Joan began working at Littlewoods in 1950 when she was 15. She followed in the footsteps of her sisters and many other local women as Littlewoods offered better pay and conditions for women. “Their steady, regular work was essential to the family income in a city cursed with casual work and unemployment.”
The work suited the lives of working class women, offering good conditions and pay and, most importantly, a summer break after the end of the football season so that parents (or rather mothers) could look after the kids during the six week summer holiday.
Young women, like Joan, were able to progress in the firm: she was trained up as a correspondence clerk. The firm promoted from within and also sponsored employees on further and higher education courses.
The owners also provided a variety of welfare support with on-site nurses and access to a doctor which before the NHS was founded in 1948 was an important reason for joining the company. There was also a company convalescent home and a pension scheme.
Over the 50 years of Littlewoods thousands of people worked for the firm. Joan has interviewed thirty three women and their comments are scattered throughout this short book; only one woman said that she did not enjoy working there due to the pressure of the work.
It was a rags to riches story as John Moores came from a poor family of eight children. He left school at 14 and continued his education at night school so he could progress in the cable communications industry. It was his idea to set up a football pools company which he did in 1926. At the age of 35 John was a millionaire.

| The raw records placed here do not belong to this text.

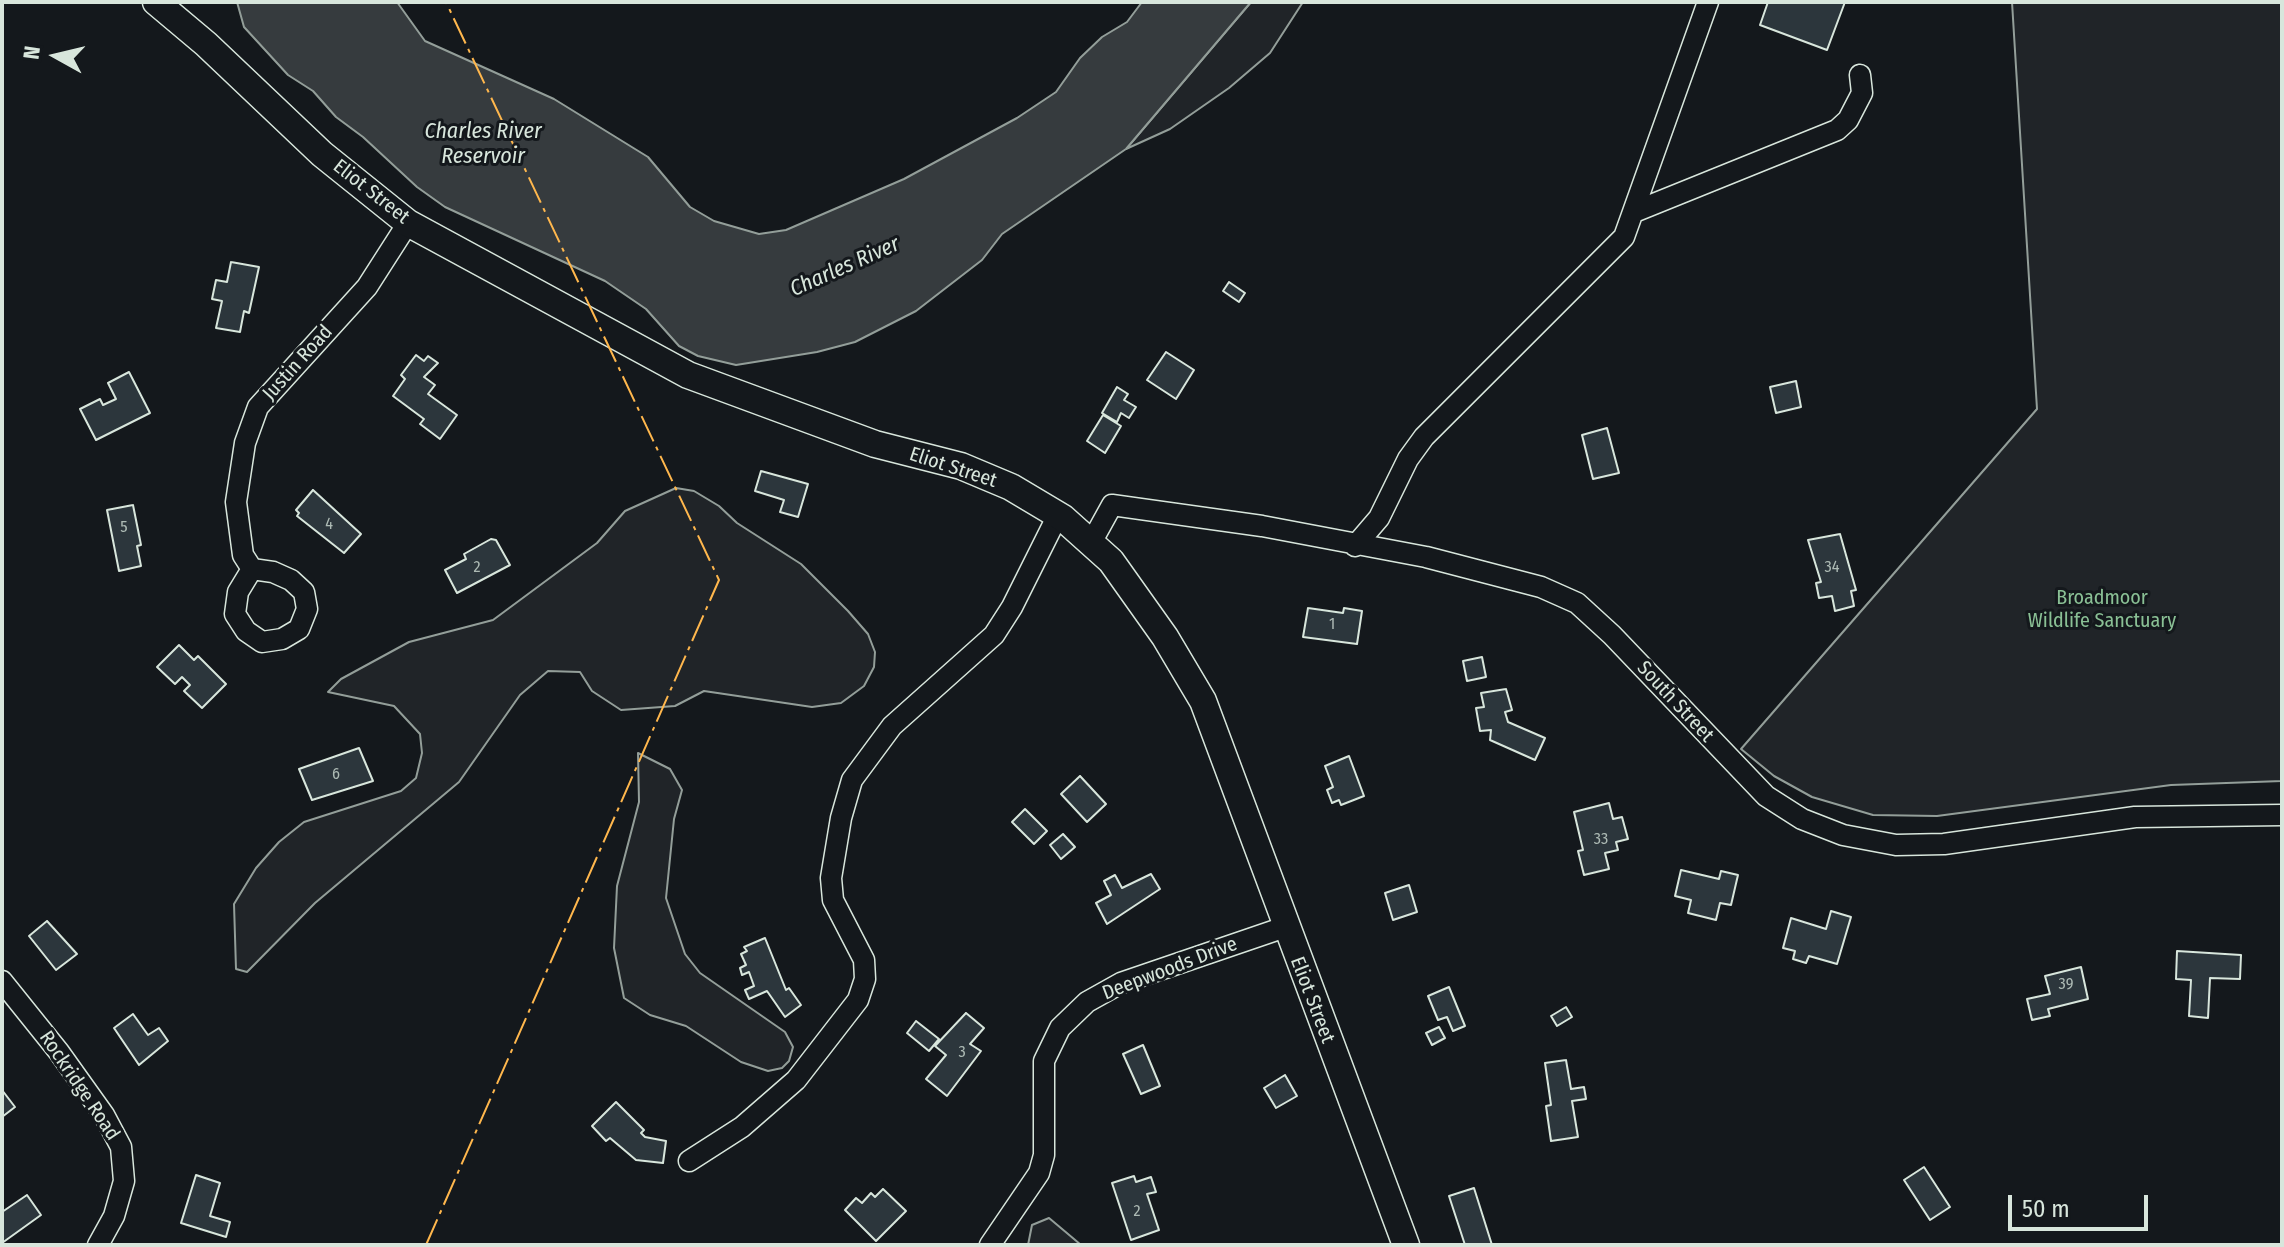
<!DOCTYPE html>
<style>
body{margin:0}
#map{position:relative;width:2284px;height:1247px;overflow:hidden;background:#14181c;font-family:"Fira Sans Condensed",sans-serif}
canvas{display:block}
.frame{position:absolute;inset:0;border:4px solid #d8e6dc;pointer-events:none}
.north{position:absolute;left:16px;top:16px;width:80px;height:80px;-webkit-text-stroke:6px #14181c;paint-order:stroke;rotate:278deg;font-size:22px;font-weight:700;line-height:32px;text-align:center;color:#d8e6dc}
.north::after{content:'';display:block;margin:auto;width:28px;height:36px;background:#d8e6dc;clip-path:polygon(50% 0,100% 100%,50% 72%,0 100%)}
.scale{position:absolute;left:2008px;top:1195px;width:140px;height:36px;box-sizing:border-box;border:4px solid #d8e6dc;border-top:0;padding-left:10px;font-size:24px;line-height:28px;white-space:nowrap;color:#d8e6dc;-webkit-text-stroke:6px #14181c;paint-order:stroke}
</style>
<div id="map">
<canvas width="2284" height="1247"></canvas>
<div class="frame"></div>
<div class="north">N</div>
<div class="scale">50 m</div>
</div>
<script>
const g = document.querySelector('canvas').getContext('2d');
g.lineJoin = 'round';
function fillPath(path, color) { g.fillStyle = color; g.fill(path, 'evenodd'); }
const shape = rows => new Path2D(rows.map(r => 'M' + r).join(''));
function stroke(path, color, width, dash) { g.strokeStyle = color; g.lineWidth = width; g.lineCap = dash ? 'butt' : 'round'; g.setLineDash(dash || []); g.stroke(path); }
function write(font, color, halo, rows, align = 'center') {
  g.font = font + ' "Fira Sans Condensed",sans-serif'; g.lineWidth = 6; g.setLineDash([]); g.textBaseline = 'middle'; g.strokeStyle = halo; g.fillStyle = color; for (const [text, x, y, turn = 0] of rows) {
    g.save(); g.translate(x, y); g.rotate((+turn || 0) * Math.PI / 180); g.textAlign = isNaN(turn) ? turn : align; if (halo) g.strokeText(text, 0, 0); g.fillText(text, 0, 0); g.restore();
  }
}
const green = shape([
 [1251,2,1303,2,1270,53,1229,88,1170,129,1126,149,1251,2],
 [2012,2,2282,2,2282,781,2171,785,1937,816,1873,815,1812,797,1774,776,1741,749,2037,409,2012,2],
 [676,488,694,491,719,506,737,523,801,564,848,611,868,634,875,652,874,667,864,686,841,703,812,707,704,691,675,706,621,710,592,691,580,672,548,671,520,695,459,782,315,903,247,972,236,969,234,904,256,868,279,842,304,822,401,791,416,778,422,753,420,734,394,706,328,692,341,679,409,642,493,620,597,543,625,511,676,488],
 [638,753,670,769,682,790,674,819,666,898,685,954,700,973,785,1032,793,1047,789,1061,782,1068,768,1071,741,1062,686,1026,650,1015,624,998,614,948,617,886,639,802,638,753],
 [1049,1218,1074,1239,1081,1245,1028,1245,1032,1225,1049,1218]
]);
fillPath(green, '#202428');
stroke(green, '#939e99', 2);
const water = shape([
 [237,2,397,2,425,41,554,99,648,157,690,207,714,221,759,234,786,230,904,179,1017,118,1056,92,1080,58,1102,37,1127,22,1142,2,1251,2,1126,149,1002,234,982,260,916,311,855,342,817,352,736,365,698,356,679,346,646,309,605,281,445,207,417,187,363,137,336,117,313,91,288,75,244,27,237,2]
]);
fillPath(water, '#363b3e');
stroke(water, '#939e99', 2);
const building = shape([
 [1768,2,1845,2,1827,50,1760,25,1768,2],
 [231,262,259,267,249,313,244,311,240,332,216,328,222,301,212,299,216,280,227,282,231,262],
 [1229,282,1245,293,1239,302,1223,291,1229,282],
 [1166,352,1194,370,1176,399,1147,380,1166,352],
 [416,355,424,361,428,356,438,363,424,377,435,385,428,394,457,415,440,439,420,424,424,419,393,396,405,379,401,375,416,355],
 [129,372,150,413,96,440,80,409,100,399,103,405,116,399,108,383,129,372],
 [1796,381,1801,407,1776,413,1770,387,1796,381],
 [1117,387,1128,394,1124,400,1136,407,1129,418,1121,413,1117,422,1102,413,1117,387],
 [1103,415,1121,426,1105,453,1087,441,1103,415],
 [1607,428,1619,473,1593,479,1582,435,1607,428],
 [761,471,808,484,798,517,780,512,784,500,755,491,761,471],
 [313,490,361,534,344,553,297,516,299,513,296,510,313,490],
 [133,505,141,545,137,546,141,566,119,571,107,510,133,505],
 [1840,534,1856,590,1851,591,1854,606,1835,611,1832,596,1819,598,1816,583,1821,582,1808,540,1840,534],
 [491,539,496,540,510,565,457,593,445,570,466,559,464,554,491,539],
 [1308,608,1343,613,1344,608,1362,611,1357,644,1303,637,1308,608],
 [179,645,194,660,198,656,226,684,202,708,184,691,190,685,182,677,175,684,157,667,179,645],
 [1482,657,1486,677,1467,681,1463,661,1482,657],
 [1506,689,1512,710,1505,712,1508,722,1545,738,1535,760,1490,740,1491,730,1480,731,1476,708,1484,707,1481,693,1506,689],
 [359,748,373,781,312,800,299,769,359,748],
 [1349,756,1364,796,1341,805,1339,800,1332,803,1327,790,1333,787,1325,766,1349,756],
 [1080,776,1106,804,1087,822,1061,794,1080,776],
 [1609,803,1613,819,1622,817,1628,839,1616,842,1618,850,1605,853,1609,869,1584,875,1578,851,1583,850,1574,812,1609,803],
 [1025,809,1047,831,1034,844,1012,822,1025,809],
 [1063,834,1075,847,1061,859,1050,845,1063,834],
 [1681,870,1719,879,1721,871,1738,875,1731,905,1720,903,1716,920,1688,913,1691,900,1675,896,1681,870],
 [1151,874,1160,889,1107,924,1096,903,1111,895,1104,881,1115,875,1122,888,1151,874],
 [1409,885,1417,912,1393,920,1385,893,1409,885],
 [1831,911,1851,917,1837,964,1809,956,1806,963,1793,959,1795,951,1783,948,1791,918,1826,929,1831,911],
 [47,921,77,954,56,970,29,936,47,921],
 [765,938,786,990,789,988,801,1005,785,1017,767,991,749,999,745,990,754,986,749,972,742,975,740,968,746,965,741,954,747,951,744,947,765,938],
 [2177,951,2241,955,2240,979,2210,978,2208,1018,2189,1016,2191,980,2176,979,2177,951],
 [2081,967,2088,999,2048,1009,2050,1016,2032,1020,2027,999,2050,994,2045,976,2081,967],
 [1449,987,1465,1026,1453,1031,1447,1017,1438,1020,1428,996,1449,987],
 [1566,1007,1572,1017,1557,1026,1551,1016,1566,1007],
 [966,1013,984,1028,970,1044,981,1051,947,1096,926,1079,946,1055,935,1046,966,1013],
 [133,1014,148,1035,159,1028,168,1041,139,1065,114,1028,133,1014],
 [916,1021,939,1039,929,1051,907,1033,916,1021],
 [1439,1027,1445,1038,1432,1045,1426,1033,1439,1027],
 [1143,1045,1160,1086,1141,1094,1123,1054,1143,1045],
 [1566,1060,1571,1089,1584,1087,1586,1099,1572,1101,1578,1137,1551,1141,1546,1106,1551,1105,1545,1063,1566,1060],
 [1285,1075,1297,1096,1276,1108,1264,1088,1285,1075],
 [2,1090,15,1107,2,1117,2,1090],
 [616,1102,644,1130,641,1133,645,1137,666,1141,663,1163,636,1160,610,1138,606,1141,592,1126,616,1102],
 [1924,1167,1950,1207,1930,1220,1904,1180,1924,1167],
 [196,1175,220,1183,210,1216,230,1222,226,1237,181,1223,196,1175],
 [1134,1176,1136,1182,1151,1177,1156,1192,1147,1194,1159,1230,1131,1240,1112,1183,1134,1176],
 [1474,1188,1492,1245,1465,1245,1449,1196,1474,1188],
 [883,1189,906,1211,876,1241,845,1210,856,1198,862,1203,871,1193,875,1197,883,1189],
 [27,1195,41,1215,2,1243,2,1212,27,1195]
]);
fillPath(building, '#2c363c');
stroke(building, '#d8e6dc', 2);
const minor = shape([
 [1634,212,1837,130,1848,120,1862,93,1860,75],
 [1091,543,1112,505,1262,526,1426,557,1541,587,1577,603,1612,635,1766,796,1802,819,1843,835,1896,845,1944,844,2135,817,2282,815],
 [1355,546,1379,518,1408,459,1424,437,1624,237,1708,2],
 [252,569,238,592,235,614,246,631,262,642,282,639,299,629,307,609,304,592,291,580,273,572,252,569,243,555,236,502,245,443,258,407,367,287,408,223],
 [2,981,59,1052,104,1115,121,1147,124,1181,114,1216,98,1245],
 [689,1161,742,1127,796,1080,858,1000,865,979,864,960,833,900,831,878,841,818,852,780,892,726,994,635,1012,607,1058,515],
 [990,1245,1039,1173,1044,1155,1044,1061,1060,1028,1087,1002,1121,983,1285,927]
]);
const major = shape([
 [156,2,206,44,322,154,408,223,688,375,875,444,961,466,1011,487,1063,518,1111,561,1165,637,1203,701,1406,1245]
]);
stroke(minor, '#d8e6dc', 23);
stroke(major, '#d8e6dc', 29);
stroke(minor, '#14181c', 20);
stroke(major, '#14181c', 26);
stroke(shape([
 [426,1245,719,580,446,2]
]), '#ffb74d', 2, [28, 6, 4, 6]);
write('16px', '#adbab4', null, [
 ["4",329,525],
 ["5",124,528],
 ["2",477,568],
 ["34",1832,568],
 ["1",1332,625],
 ["6",336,775],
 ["33",1601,840],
 ["39",2066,985],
 ["3",962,1053],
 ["2",1137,1212]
]);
write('20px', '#d8e6dc', '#14181c', [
 ["Eliot Street",371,192,38],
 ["Justin Road",298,363,-48],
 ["Eliot Street",953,468,18],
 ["South Street",1675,702,47],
 ["Deepwoods Drive",1170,969,-21],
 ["Eliot Street",1312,1000,69],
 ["Rockridge Road",79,1086,56]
]);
write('20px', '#8ac095', '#14181c', [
 ["Broadmoor",2102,598],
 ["Wildlife Sanctuary",2102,621]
]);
write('italic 22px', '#d8e6dc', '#14181c', [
 ["Charles River",483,132],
 ["Reservoir",483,157],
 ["Charles River",845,267,-24]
]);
</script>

It is a very positive book about Littlewoods as an organisation. There are some wonderful photographs of the women workers at work, doing war work, and going on company days out. What sticks out for me, though, is the lack of black women/men in these images. Littlewoods were a major employer in Liverpool – did they refuse prospective employees if they were black? Joan does not refer to this in the book and I think the question needs answering.
Today we have low expectations of big corporations who make massive profits and treat their employees unfairly. The Moores family, who created and ran Littlewoods Pools, became millionaires but also contributed to their employees in terms of pay and conditions but also to the city in many ways. Their interests included contributing to charities for handicapped children and even in funding and building boys and youth clubs in the city in the 1960s. The question I would ask: why weren’t the Council providing these services? Why should the community have to rely on the patronage of a private company?
Joan has written a fascinating account of the history of the Littlewoods Pools Company and given a voice to some of the women who worked there and an insight into their lives at work. I understand her respect for the Moores family and their committment to Liverpool. But I would have liked her to be a bit more questioning about recruitment policies and also the role that the unions played in the organisation.